His passions for history and this place culminated in 2006 in the publication of the magisterial “Martha’s Vineyard: A History of How We Got to Where We Are,” the first comprehensive account of the Island’s past in over a century. He was already in his 80s when he set out to write this story, and over 90 when he finished it. It was a labor of love, which also proved a popular and critical success, quickly selling out its first two printings.

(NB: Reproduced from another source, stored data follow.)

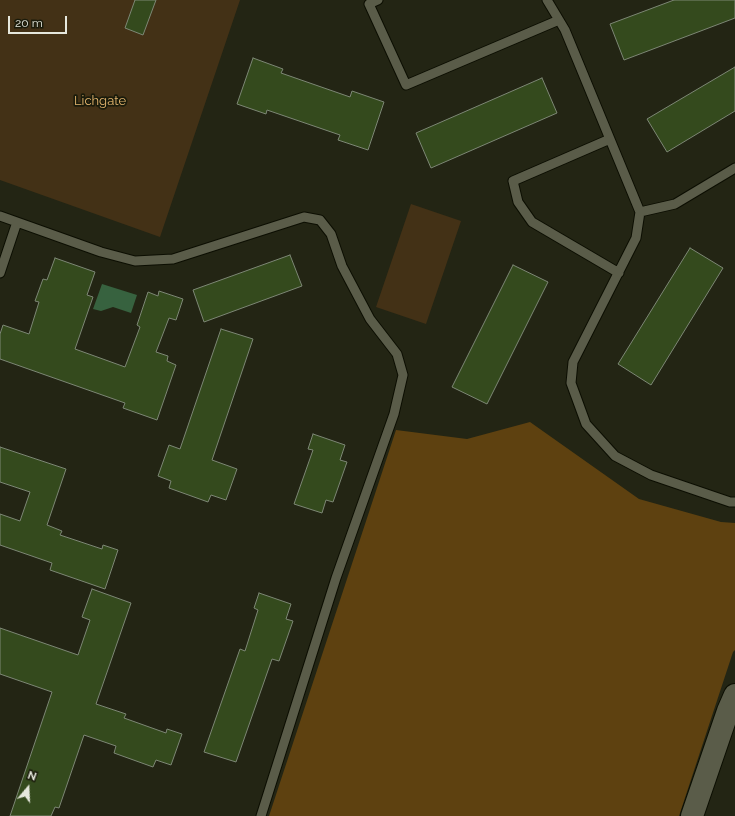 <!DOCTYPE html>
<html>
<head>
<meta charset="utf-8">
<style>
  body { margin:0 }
  #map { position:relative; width:735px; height:816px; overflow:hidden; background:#232514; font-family:Raleway,sans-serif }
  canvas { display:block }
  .north { position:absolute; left:8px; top:768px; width:40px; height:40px; -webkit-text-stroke:3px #1a1b0b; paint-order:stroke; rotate:19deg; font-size:11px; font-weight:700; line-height:16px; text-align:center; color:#e6e8dd }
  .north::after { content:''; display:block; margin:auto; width:14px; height:18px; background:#e6e8dd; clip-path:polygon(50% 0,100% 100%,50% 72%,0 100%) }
  .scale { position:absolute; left:8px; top:16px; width:59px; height:18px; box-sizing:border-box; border:2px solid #e6e8dd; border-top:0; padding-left:5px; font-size:12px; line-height:14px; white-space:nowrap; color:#e6e8dd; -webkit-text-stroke:3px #1a1b0b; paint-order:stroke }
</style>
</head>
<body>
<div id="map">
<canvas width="735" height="816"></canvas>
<div class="north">N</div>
<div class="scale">20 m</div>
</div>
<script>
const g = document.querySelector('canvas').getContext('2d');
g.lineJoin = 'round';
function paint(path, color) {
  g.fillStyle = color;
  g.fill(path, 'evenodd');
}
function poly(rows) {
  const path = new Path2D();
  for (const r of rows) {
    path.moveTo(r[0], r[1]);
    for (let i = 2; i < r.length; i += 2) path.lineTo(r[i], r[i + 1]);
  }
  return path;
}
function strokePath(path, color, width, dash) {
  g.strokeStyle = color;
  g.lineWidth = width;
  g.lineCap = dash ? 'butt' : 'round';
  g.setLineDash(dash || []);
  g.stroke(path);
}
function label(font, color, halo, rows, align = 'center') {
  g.font = font + ' Raleway,sans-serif';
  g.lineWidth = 3.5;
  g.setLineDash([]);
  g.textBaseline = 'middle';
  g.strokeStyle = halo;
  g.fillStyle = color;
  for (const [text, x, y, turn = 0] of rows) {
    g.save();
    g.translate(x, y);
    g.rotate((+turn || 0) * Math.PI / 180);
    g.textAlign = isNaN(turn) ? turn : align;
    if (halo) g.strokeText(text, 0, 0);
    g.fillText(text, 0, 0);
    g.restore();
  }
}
paint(poly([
  [0,0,240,0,160,237,0,180],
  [411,204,461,221,426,324,376,307]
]), '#433116');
paint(poly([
  [530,422,639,499,721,522,735,523,735,650,733,652,679,816,269,816,396,430,467,439]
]), '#5e4110');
paint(poly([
  [102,284,137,295,131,313,113,307,101,311,93,309]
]), '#37623f');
const building = poly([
  [135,0,156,0,143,35,125,28,135,0],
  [674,0,735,0,735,18,624,60,610,24,674,0],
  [253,58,283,69,281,73,350,97,352,91,384,102,368,150,338,140,340,135,267,110,266,114,237,104,253,58],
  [735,67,735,111,667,152,647,119,735,67],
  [542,78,557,113,431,168,416,133,542,78],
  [690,248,723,268,651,385,618,364,690,248],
  [290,255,302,286,204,322,193,290,290,255],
  [55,258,95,272,87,295,93,297,75,349,125,367,140,327,137,325,148,292,158,296,159,291,183,299,176,320,169,318,156,352,168,356,167,361,176,365,157,420,123,408,125,403,0,359,0,334,3,325,29,334,39,302,35,301,43,279,47,280,55,258],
  [513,265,548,282,487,404,452,387,513,265],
  [221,329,253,339,212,460,237,469,226,500,211,495,208,502,169,488,171,481,158,476,169,445,180,449,221,329],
  [313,434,345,445,340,460,347,462,333,502,326,500,322,513,294,504,313,450,308,449,313,434],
  [0,447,66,469,47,525,62,531,60,535,102,549,103,545,118,550,105,589,50,570,52,563,0,545,0,514,20,521,30,492,0,482,0,447],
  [92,589,131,603,96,704,126,714,124,718,166,733,167,729,182,734,171,765,156,760,153,767,114,753,116,746,84,735,59,808,55,807,51,816,10,816,52,692,0,674,0,628,78,655,90,620,82,617,92,589],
  [259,593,291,604,286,619,293,621,279,661,272,659,236,762,204,752,240,649,245,651,258,610,254,608,259,593]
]);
paint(building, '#344a1d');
strokePath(building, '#7d8775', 1);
const lane = poly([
  [378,0,369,4,406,85,559,20],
  [547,0,565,30,640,212,636,238,573,362,571,383,586,424,615,456,651,475,730,502,735,502],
  [610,139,513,181,518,202,532,222,619,273],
  [640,212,675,204,735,168],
  [0,216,101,252,135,261,173,259,304,217,320,220,331,234,342,266,370,319,397,354,403,375,394,414,336,578,261,816],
  [0,273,17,222]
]);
const secondary = poly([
  [692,816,728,711,735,695]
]);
strokePath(lane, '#0c0e02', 11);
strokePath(secondary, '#0c0e02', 24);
strokePath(lane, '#5a5c49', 9);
strokePath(secondary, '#5a5c49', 22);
label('13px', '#e4b56e', '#1a1b0b', [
  ["Lichgate",100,101]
]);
</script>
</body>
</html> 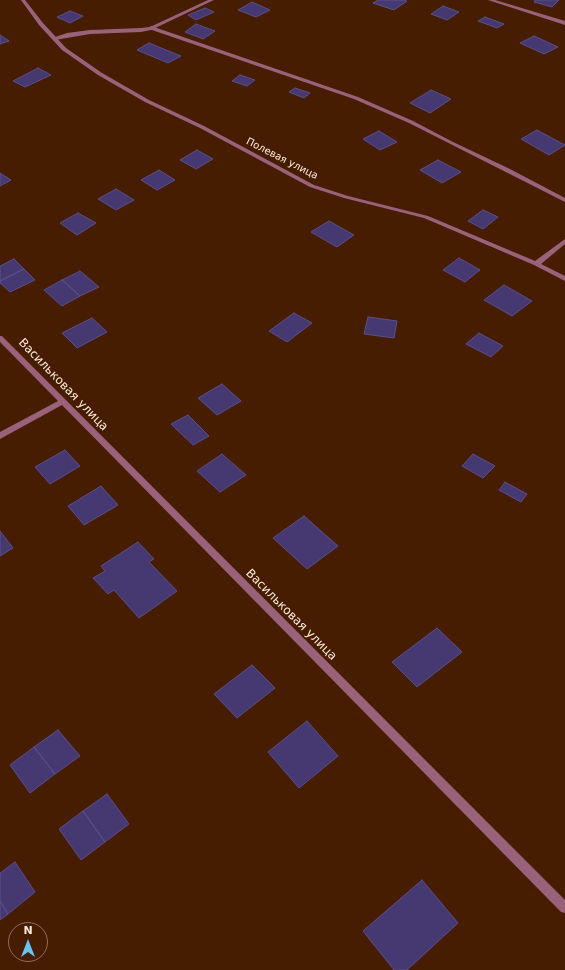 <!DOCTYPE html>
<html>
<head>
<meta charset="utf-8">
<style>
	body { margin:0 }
	#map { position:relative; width:565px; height:970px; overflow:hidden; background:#461d00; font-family:"DejaVu Sans",sans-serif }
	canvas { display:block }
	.north { position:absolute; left:8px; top:922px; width:40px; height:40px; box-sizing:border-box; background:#461d00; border:1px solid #8f6e58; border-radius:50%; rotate:0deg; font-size:11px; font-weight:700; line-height:16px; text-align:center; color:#fde8dc }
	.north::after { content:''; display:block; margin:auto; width:14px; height:18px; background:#69c4f1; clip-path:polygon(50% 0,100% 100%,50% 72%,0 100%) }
</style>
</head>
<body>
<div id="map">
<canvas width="565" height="970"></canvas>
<div class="north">N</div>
</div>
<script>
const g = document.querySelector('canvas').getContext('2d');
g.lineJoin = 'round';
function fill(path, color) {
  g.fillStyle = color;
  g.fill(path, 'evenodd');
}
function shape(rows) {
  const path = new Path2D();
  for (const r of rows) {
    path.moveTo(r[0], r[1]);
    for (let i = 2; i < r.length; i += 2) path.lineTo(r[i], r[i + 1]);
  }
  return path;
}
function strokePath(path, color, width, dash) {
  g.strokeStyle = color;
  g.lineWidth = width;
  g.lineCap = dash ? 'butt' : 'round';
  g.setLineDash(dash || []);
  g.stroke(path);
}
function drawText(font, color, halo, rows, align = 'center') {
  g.font = font + ' "DejaVu Sans",sans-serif';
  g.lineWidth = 3.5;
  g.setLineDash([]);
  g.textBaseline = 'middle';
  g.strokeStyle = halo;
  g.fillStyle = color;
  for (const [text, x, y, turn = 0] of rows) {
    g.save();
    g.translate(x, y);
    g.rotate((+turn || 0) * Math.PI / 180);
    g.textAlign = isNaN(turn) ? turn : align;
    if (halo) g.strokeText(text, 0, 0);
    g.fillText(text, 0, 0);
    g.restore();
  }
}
const building = shape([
	[378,0,403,0,407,1,394,10,373,3,378,0],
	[535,0,559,0,552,7,534,2,535,0],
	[252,2,270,10,256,17,238,10,252,2],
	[443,6,459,12,447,20,431,14,443,6],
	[205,8,214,12,196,20,188,15,205,8],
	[70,11,83,16,70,23,57,17,70,11],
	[485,17,504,24,497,28,478,21,485,17],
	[196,24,215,31,203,39,185,32,196,24],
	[0,35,9,41,0,44,0,35],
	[534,36,558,47,544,54,520,43,534,36],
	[149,43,181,56,168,63,137,50,149,43],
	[38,68,51,75,25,87,13,81,38,68],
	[240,75,255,80,247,86,232,81,240,75],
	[295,88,310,93,304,98,289,92,295,88],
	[431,90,451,99,430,113,410,103,431,90],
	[537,130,565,145,549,155,521,139,537,130],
	[379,131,397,142,380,150,363,139,379,131],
	[197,150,213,159,196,169,180,160,197,150],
	[438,160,461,172,442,183,420,170,438,160],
	[159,170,175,180,157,190,141,180,159,170],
	[0,173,11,180,0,186,0,173],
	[116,189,134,200,116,210,98,199,116,189],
	[483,210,498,217,483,229,468,221,483,210],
	[78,213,96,223,77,235,60,223,78,213],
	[329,221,354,235,337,247,311,232,329,221],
	[459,258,480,270,465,282,443,270,459,258],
	[14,259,24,269,0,281,0,266,14,259],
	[24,269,35,280,10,292,0,283,0,281,24,269],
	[80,271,99,287,80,296,62,280,80,271],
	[62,280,80,296,62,306,44,290,62,280],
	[504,285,532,301,512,316,484,300,504,285],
	[294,313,312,323,287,342,269,331,294,313],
	[368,317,397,321,394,338,364,334,368,317],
	[92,318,107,332,77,348,62,333,92,318],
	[479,333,503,346,491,357,466,344,479,333],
	[222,384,241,401,217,415,198,398,222,384],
	[188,415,209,436,193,445,171,424,188,415],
	[65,450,80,466,50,484,35,467,65,450],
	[222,454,246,475,220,492,197,471,222,454],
	[473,454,495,466,483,478,462,466,473,454],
	[505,482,527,494,521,502,499,490,505,482],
	[101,486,118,505,84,525,68,506,101,486],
	[304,516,338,546,307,569,273,538,304,516],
	[0,531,13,548,0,556,0,531],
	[138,542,154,559,149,562,177,591,139,618,114,590,108,594,93,578,105,571,101,566,138,542],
	[437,628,462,652,417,687,392,662,437,628],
	[252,665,275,688,237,718,214,694,252,665],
	[307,721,338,756,299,788,268,752,307,721],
	[58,730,80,756,55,774,34,747,58,730],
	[34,747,55,774,30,793,10,765,34,747],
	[107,794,129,824,105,842,83,811,107,794],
	[83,811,105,842,81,860,59,829,83,811],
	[15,862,35,892,8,914,0,901,0,873,15,862],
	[422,880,458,923,407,970,394,970,363,931,422,880],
	[0,901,8,914,0,920,0,901]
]);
fill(building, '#463972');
strokePath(building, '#5b4f89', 1);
fill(shape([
	[208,0,214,0,151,30,141,32,90,34,55,40,52,38,67,33,90,30,141,28,150,27,208,0]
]), '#99627a');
fill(shape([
	[21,0,25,0,43,23,66,48,102,73,149,100,204,126,314,185,348,196,428,216,535,261,565,239,565,244,541,264,565,276,565,281,534,265,424,218,344,198,310,187,200,128,145,102,98,75,62,50,39,25,21,0],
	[488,0,495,0,565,21,565,25,488,0],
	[151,26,358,97,413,121,453,142,510,169,565,198,565,202,409,123,354,99,149,29,148,28,151,26],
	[0,336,2,336,565,900,565,913,561,912,62,405,0,439,0,432,58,401,0,342,0,336]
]), '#99627a');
drawText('10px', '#fde8dc', '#461d00', [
	["Полевая улица",282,159,27]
]);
drawText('12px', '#fde8dc', '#461d00', [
	["Васильковая улица",63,385,46],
	["Васильковая улица",291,615,45]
]);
</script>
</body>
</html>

Other publications that came out of his “retirement” years include his first book, The Beetle: A Most Unlikely Story,” a history of the Volkswagen “bug” published in 1985 and later translated into German; “Walking Tour of Historic Edgartown” (revised edition, 1998); over a hundred “Just a Thought …” monthly columns for the Vineyard Gazette; and “That Sometimes Separated but Never Equaled Island,” a memoir of Chappaquiddick that he edited in 1981. His “commitment to preserving Island history, arts, and culture” were recognized with receipt of the Bartholomew Gosnold Award in 2002, and the Martha’s Vineyard Medal in 2010.
Among his many other acts of service to the Island are his terms as officer of the Chilmark Community Center and President of the Historical Society, his work to help preserve the Edgartown historical district, and his many years as “Commodore” of the Menemsha Races, an unofficial title he held for almost a quarter century. Again with Marjorie as his partner, he spent every Wednesday and Saturday in July and August on the water, running the sailfish and handicap races in which hundreds of people, from ages 9 to 90, rounded the five buoys he put out every year on Menemsha Pond. As one of those racers, Dr. Bernard Levy, put it in a memorial tribute to the Commodore: “My children and I learned many life lessons at his hand, for which we are truly grateful.”
Mr. Railton is survived by three sisters: Elsie Rushton of Salem, New Hampshire; Nancy Jones of Virginia Beach, Virginia; and Dorothy Fisher Dickie of Milford, New Hampshire. His oldest sister, Ruth Gordon of Edgartown, died in 2010. He is also survived by his four children: Stephen of Charlottesville, Virginia; Peter of Ann Arbor, Michigan; Mark of Hingham, Massachusetts; and Janet of Olathe, Kansas — as well as eight grandchildren and two great-grandchildren.
His funeral service was held at the Old Whaling Church on Tuesday, May 24. Burial followed in the New Westside Cemetery, Edgartown.
Donations may be made in Arthur’s memory to the Martha’s Vineyard Museum, P.O. Box 1310, Edgartown, MA 02539.